AVAILABLE DATA Start Marker

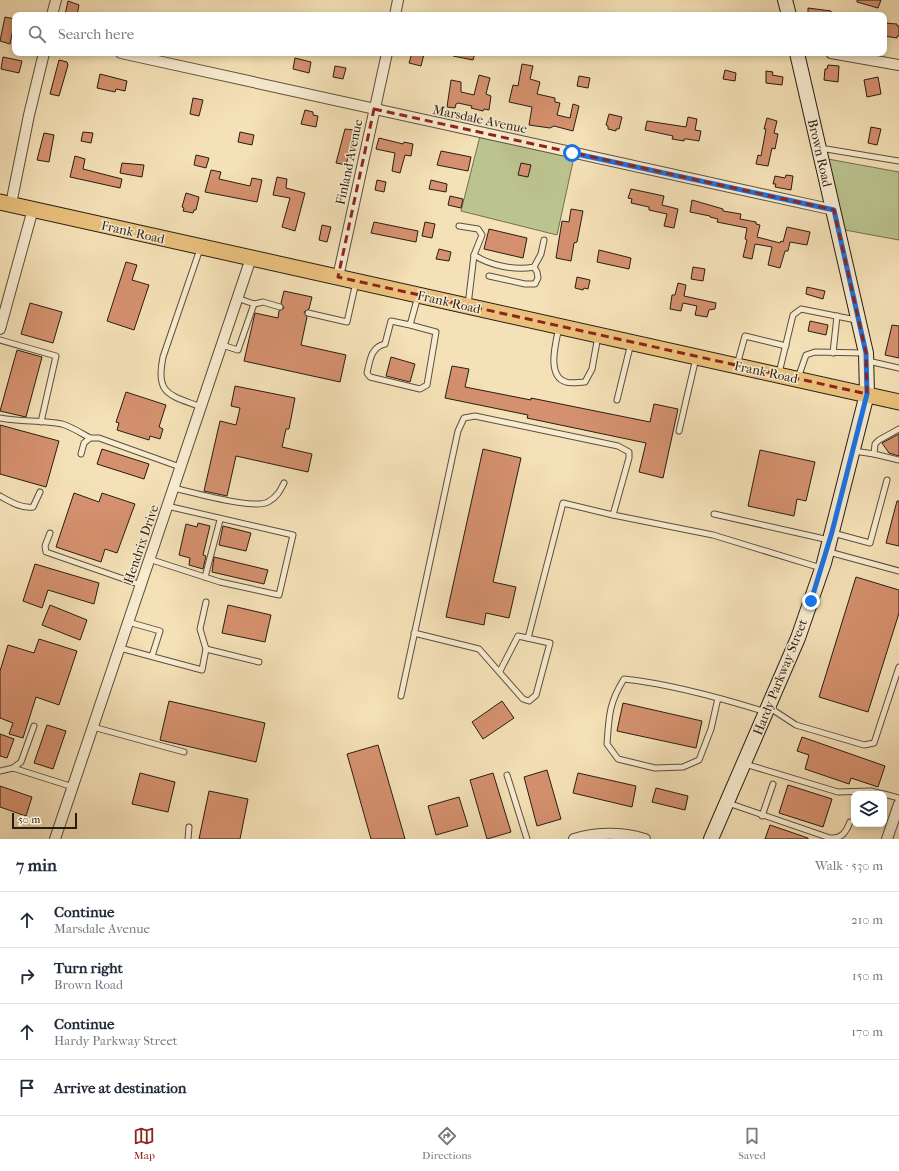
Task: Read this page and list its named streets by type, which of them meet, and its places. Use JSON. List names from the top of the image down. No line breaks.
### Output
{"streets":{"main road":["Brown Road","Frank Road","Hardy Parkway Street"],"street":["Marsdale Avenue","Finland Avenue","Hendrix Drive"]},"crossings":[["Marsdale Avenue","Brown Road"],["Marsdale Avenue","Finland Avenue"],["Brown Road","Frank Road"],["Brown Road","Hardy Parkway Street"],["Finland Avenue","Frank Road"],["Frank Road","Hendrix Drive"],["Frank Road","Hardy Parkway Street"]],"scale_bar":"50 m","page":{"search":"Search here","scale":"50 m","heading":["7 min","Walk · 530 m"],"list":[["Continue","Marsdale Avenue","210 m"],["Turn right","Brown Road","150 m"],["Continue","Hardy Parkway Street","170 m"],"Arrive at destination"],"nav":["Map","Directions","Saved"]}}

AVAILABLE DATA End Marker

EXERCISE GOAL:
The result should be an exact copy of the material, containing no pictures.

ANSWER TO THIS EXERCISE:
Task: Read this page and list its named streets by type, which of them meet, and its places. Use JSON. List names from the top of the image down. No line breaks.
### Output
{"streets":{"main road":["Brown Road","Frank Road","Hardy Parkway Street"],"street":["Marsdale Avenue","Finland Avenue","Hendrix Drive"]},"crossings":[["Marsdale Avenue","Brown Road"],["Marsdale Avenue","Finland Avenue"],["Brown Road","Frank Road"],["Brown Road","Hardy Parkway Street"],["Finland Avenue","Frank Road"],["Frank Road","Hendrix Drive"],["Frank Road","Hardy Parkway Street"]],"scale_bar":"50 m","page":{"search":"Search here","scale":"50 m","heading":["7 min","Walk · 530 m"],"list":[["Continue","Marsdale Avenue","210 m"],["Turn right","Brown Road","150 m"],["Continue","Hardy Parkway Street","170 m"],"Arrive at destination"],"nav":["Map","Directions","Saved"]}}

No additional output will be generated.